The standard 52-card deck: a marriage of France and Britain
The 52-card deck we’re acquainted with in the UK, the USA and much of the Western world is technically a deck of French suited playing cards with an English pattern.
France is where the idea of the four suits we’re familiar with came from. Trefles are clubs, carreaux are diamonds, coeurs are hearts and piques are spades. We’re hoping your high school French lessons are coming in handy there in this piece of deck of cards trivia!
And we’ve also got the French to thank for the colourings. Their traditional cards are black spades and clubs, then red hearts and diamonds, just like ours.
The French also introduced the face cards as we know them. Valet, Dame and Roi are what we know as Jack, Queen and King.
Meanwhile the design we’re all acquainted with is firmly an English pattern of the aforementioned French cards. The earliest example of this pattern is from 1516.
The double headed phenomenon
The earliest decks of cards were single headed. But from 1860, we start to see decks where there are double headed kings, etc., appearing on the cards.
It’s all about the indices
We also start spotting corner indices, which are synonymous with modern cards, added around 1880. Easy to read upside down and right side up, it’s no wonder the caught on.
Up until the 19th century, every printer decided themselves what size the deck should be. So there was no uniformity at all. But then at some point during the 1800s, the size started to become more uniform.
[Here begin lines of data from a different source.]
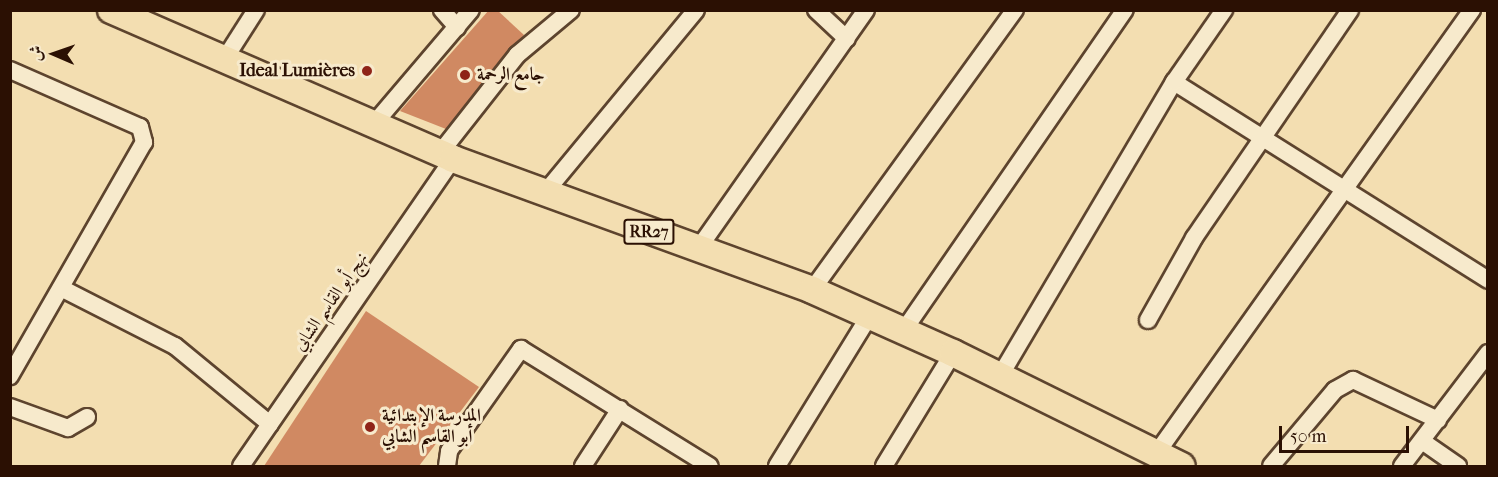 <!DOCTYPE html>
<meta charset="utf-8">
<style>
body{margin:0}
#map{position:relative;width:1498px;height:477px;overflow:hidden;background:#f3deb1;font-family:"IM FELL French Canon",Amiri,serif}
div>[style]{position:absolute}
.building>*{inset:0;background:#d08962}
.roads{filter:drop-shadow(2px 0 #5d442e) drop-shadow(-2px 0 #5d442e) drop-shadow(0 2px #5d442e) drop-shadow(0 -2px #5d442e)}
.minor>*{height:16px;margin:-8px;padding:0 8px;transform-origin:8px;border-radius:8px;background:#f7eacc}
.highway>*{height:26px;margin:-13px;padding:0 13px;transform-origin:13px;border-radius:13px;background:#f3deb1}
.dots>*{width:16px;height:16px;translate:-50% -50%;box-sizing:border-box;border:3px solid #f7eacc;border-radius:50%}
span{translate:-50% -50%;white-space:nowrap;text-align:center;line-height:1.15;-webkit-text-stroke:6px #f7eacc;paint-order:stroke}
.shield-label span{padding:2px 4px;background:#f7eacc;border:2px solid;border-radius:4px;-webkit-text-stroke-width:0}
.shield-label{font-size:16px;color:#2b1003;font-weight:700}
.poi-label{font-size:18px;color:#2b1003;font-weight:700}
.right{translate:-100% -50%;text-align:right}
.left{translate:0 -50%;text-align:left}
.street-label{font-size:18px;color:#2b1003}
.frame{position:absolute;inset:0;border:12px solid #2b1003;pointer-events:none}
.north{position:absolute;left:24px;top:24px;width:60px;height:60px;-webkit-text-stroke:4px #f7eacc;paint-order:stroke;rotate:272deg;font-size:16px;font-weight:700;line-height:24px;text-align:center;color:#2b1003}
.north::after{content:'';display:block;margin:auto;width:21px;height:27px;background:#2b1003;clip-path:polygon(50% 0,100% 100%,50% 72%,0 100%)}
.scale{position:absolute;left:1279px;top:426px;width:130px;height:27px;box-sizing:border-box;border:3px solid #2b1003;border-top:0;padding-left:8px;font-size:18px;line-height:21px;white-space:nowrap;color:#2b1003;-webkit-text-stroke:4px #f7eacc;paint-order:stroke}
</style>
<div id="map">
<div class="building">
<div style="clip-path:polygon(489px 10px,497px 10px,524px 35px,446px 129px,400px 111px)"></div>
<div style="clip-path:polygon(366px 311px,479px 387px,419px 466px,264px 466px)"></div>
</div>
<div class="roads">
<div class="minor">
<div style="left:442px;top:10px;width:23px;rotate:49deg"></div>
<div style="left:816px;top:10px;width:42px;rotate:43.1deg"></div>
<div style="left:224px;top:60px;width:59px;rotate:-57.4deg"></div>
<div style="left:10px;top:70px;width:142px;rotate:23.7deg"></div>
<div style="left:140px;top:127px;width:16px;rotate:75deg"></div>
<div style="left:144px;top:142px;width:270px;rotate:119.8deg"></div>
<div style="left:1174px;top:82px;width:371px;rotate:32.2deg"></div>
<div style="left:373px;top:125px;width:151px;rotate:-49.6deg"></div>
<div style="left:440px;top:153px;width:125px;rotate:-51.8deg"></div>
<div style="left:517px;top:55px;width:70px;rotate:-39.8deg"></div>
<div style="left:543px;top:195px;width:240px;rotate:-50.4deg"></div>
<div style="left:698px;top:249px;width:292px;rotate:-54.9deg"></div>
<div style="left:61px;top:288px;width:128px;rotate:27deg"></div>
<div style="left:175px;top:346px;width:123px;rotate:39.4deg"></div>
<div style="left:812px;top:290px;width:346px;rotate:-54.1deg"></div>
<div style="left:1148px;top:320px;width:94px;rotate:-60.7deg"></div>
<div style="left:1194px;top:238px;width:276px;rotate:-55.6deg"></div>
<div style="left:904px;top:330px;width:389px;rotate:-55.4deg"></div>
<div style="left:1000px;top:376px;width:342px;rotate:-59.4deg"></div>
<div style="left:1174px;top:82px;width:88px;rotate:-55.2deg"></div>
<div style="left:10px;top:407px;width:62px;rotate:19.9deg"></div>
<div style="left:68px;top:428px;width:22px;rotate:-30deg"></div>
<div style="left:1422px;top:441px;width:44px;rotate:34.8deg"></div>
<div style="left:1156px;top:454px;width:545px;rotate:-54.56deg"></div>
<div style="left:241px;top:466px;width:373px;rotate:-55.4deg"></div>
<div style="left:447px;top:466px;width:15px;rotate:-82deg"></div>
<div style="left:449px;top:451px;width:125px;rotate:-54.8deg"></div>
<div style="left:521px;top:349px;width:222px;rotate:31.8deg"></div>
<div style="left:583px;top:466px;width:68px;rotate:-57deg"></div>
<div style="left:777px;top:466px;width:177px;rotate:-58.4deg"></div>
<div style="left:884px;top:466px;width:132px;rotate:-58.6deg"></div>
<div style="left:1271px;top:466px;width:99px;rotate:-49.9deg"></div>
<div style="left:1335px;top:390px;width:21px;rotate:-29deg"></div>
<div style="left:1353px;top:380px;width:94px;rotate:25.2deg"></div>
<div style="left:1402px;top:466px;width:142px;rotate:-52.7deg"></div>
</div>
<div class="highway">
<div style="left:111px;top:10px;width:373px;rotate:23.5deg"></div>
<div style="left:453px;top:159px;width:382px;rotate:20deg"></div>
<div style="left:812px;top:290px;width:154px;rotate:24.1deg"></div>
<div style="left:953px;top:353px;width:255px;rotate:26.3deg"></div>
</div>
</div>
<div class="dots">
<div style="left:367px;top:71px;background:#8f2418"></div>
<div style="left:465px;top:75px;background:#8f2418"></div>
<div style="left:370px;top:427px;background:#8f2418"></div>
</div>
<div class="shield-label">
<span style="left:649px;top:232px">RR27</span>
</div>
<div class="poi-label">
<span class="right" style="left:355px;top:71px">Ideal Lumières</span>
<span class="left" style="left:477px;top:75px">جامع الرحمة</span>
<span class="left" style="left:382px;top:427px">المدرسة الإبتدائية<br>أبو القاسم الشابي</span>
</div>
<div class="street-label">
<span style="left:331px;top:302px;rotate:-55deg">نهج أبو القاسم الشابي</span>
</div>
<div class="frame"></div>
<div class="north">ش</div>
<div class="scale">50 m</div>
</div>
Known as poker-sized cards, there was a new standard size of 3.5×2.5 inches. There was also bridge-sized cards, designed so you could hold more of them in your hands at once. They were a little narrower than poker size.
Nowadays, any deck of cards trivia know-it-all should know that all cards are in and around that size. However, it’s not an exact measure. Card manufacturers can go a little narrower, wider, shorter or longer.
James I, tax and the Ace of spades
The Ace of Spades can sometimes be highly decorative. Oftentimes, much more so than the rest of the pack. The reason for this? James I of England. During his reign, in the early 1600s, it was decided that there needed to be proof of tax paid on every deck.
And so the fancy design held the name of the manufacturer’s logo as proof. And, incredibly, this was still the case until the 1960s. So if you get your hands on your Granddad’s old deck of cards, check out the Ace of Spades.